- Ocean Vista
- Interactive map of Ocean Vista
- Coordinates: 41°02′39″S 145°51′30″E﻿ / ﻿41.0442°S 145.8582°E
- Country: Australia
- State: Tasmania
- Region: North-west and west
- City: Burnie
- LGA: Burnie;
- Location: 6 km (3.7 mi) W of Burnie;

Government
- • State electorate: Braddon;
- • Federal division: Braddon;

Population
- • Total: 306 (2016 census)
- Postcode: 7320
Suburbs around Ocean Vista
| Bass Strait | Bass Strait | Bass Strait |
| Camdale, East Cam | Ocean Vista | Cooee |
| East Cam | East Cam | East Cam |

= Ocean Vista, Tasmania =

Ocean Vista is a rural residential locality in the local government area (LGA) of Burnie in the North-west and west LGA region of Tasmania. The locality is about 6 km west of the town of Burnie.
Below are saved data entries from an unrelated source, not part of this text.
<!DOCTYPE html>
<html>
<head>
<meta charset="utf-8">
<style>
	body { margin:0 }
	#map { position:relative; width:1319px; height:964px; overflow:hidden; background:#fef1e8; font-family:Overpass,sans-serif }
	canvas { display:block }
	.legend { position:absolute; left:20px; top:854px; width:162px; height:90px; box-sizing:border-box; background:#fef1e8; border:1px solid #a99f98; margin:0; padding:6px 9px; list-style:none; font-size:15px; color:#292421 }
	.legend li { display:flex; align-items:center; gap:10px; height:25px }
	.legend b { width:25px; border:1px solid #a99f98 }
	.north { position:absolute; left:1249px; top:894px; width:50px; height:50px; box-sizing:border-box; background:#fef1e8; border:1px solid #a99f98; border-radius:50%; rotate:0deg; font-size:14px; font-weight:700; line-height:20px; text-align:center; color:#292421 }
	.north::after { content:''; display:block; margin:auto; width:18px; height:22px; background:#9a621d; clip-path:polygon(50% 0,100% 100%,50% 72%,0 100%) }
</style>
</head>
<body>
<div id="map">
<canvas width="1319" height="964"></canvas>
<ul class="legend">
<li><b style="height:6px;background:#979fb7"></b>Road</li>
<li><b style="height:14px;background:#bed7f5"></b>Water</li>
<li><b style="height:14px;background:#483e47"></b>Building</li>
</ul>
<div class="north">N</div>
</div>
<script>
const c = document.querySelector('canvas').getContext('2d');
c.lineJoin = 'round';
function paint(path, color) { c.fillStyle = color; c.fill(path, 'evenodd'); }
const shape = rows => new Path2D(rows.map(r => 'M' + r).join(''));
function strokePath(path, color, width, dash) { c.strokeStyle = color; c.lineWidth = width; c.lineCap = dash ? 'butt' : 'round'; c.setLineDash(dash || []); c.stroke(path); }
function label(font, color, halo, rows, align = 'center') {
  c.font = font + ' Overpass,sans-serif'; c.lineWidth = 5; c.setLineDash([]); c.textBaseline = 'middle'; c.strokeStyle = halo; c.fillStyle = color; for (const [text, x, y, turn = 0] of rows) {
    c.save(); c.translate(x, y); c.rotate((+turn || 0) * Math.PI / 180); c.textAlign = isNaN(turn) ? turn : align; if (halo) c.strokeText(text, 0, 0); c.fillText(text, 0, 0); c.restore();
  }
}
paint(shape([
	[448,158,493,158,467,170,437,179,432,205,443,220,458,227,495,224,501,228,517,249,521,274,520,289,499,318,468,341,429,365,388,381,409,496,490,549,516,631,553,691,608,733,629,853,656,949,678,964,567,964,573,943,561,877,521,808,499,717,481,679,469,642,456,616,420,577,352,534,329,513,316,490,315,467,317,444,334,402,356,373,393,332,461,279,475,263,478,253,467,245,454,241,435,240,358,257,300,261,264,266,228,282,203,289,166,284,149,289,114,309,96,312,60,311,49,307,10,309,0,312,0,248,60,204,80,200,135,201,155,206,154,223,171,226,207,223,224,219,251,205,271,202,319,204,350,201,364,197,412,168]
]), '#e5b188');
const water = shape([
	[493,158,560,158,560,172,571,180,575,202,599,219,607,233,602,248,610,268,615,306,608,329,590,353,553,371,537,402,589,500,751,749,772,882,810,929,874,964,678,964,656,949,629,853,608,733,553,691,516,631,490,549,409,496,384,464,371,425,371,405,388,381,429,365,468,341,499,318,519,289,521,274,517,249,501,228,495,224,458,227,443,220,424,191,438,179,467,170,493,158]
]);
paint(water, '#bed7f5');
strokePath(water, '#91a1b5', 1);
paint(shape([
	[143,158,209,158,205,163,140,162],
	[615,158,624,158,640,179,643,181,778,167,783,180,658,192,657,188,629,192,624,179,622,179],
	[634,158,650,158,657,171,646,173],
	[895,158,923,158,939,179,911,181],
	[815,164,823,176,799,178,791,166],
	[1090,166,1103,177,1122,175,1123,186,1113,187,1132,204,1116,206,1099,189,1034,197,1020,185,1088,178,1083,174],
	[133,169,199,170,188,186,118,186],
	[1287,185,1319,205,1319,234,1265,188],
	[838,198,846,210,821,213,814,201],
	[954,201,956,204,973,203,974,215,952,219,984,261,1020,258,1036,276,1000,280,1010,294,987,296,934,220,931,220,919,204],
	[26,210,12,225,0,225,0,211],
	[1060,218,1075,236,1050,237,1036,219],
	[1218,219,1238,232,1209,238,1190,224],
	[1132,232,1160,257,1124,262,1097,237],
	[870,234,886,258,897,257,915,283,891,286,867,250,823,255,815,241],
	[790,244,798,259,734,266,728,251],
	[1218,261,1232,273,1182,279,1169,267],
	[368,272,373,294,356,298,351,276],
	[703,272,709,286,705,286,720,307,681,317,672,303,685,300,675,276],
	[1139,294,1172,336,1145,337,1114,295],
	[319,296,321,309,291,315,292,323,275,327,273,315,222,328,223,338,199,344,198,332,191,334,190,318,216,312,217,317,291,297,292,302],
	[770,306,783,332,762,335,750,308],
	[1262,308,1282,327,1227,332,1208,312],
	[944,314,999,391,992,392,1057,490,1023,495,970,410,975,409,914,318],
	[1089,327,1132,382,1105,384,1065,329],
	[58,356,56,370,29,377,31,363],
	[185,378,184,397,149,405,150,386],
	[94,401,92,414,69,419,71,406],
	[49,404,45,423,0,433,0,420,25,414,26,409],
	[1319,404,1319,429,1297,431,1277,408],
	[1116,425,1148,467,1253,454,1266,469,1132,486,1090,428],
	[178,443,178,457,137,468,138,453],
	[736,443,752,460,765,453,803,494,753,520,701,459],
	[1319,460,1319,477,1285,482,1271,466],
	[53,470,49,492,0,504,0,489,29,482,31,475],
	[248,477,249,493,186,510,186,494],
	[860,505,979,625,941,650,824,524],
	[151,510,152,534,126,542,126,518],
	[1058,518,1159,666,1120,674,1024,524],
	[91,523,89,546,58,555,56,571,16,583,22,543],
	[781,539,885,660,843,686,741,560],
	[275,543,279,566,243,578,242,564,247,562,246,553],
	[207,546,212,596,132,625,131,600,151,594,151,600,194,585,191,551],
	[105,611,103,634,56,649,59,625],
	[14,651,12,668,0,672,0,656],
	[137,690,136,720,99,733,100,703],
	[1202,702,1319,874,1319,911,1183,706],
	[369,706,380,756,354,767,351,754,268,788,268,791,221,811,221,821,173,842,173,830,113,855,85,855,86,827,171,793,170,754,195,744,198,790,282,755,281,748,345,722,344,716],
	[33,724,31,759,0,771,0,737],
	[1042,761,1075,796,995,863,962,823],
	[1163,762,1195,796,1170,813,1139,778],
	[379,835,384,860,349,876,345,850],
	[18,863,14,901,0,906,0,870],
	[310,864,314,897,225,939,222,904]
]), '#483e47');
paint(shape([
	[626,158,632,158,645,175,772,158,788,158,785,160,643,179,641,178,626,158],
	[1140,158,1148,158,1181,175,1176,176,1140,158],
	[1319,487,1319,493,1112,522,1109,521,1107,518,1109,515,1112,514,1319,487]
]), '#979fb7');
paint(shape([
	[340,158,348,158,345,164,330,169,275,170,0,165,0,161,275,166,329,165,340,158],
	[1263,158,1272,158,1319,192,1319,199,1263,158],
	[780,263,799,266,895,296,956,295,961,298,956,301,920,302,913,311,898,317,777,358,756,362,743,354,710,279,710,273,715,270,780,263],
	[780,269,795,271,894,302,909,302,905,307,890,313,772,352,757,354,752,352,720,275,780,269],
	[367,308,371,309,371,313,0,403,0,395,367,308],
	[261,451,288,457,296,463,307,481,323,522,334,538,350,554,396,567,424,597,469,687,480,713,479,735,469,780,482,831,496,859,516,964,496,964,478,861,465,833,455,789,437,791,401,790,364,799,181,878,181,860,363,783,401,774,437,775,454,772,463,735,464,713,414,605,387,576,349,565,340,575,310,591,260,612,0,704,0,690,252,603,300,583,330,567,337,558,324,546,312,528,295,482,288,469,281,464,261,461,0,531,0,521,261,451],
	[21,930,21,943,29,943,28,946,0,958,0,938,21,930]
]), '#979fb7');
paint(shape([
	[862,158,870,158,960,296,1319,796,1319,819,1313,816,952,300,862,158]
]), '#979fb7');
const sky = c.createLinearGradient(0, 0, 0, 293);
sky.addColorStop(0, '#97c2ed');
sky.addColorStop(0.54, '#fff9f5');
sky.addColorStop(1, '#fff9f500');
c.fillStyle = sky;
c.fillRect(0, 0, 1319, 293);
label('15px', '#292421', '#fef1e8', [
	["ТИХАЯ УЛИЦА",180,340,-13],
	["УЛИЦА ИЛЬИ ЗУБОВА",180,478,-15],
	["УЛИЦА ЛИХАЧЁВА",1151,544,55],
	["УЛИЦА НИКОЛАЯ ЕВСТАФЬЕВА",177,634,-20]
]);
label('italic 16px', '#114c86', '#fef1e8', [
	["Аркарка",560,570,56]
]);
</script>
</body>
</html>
The 2016 census recorded a population of 306 for the state suburb of Ocean Vista.

==History==
Ocean Vista was gazetted as a locality in 1966.

==Geography==
The waters of Bass Strait form the northern boundary. The Western Railway Line passes through from north-east to north-west.

==Road infrastructure==
Route A2 (Bass Highway) runs through from north-east to north-west.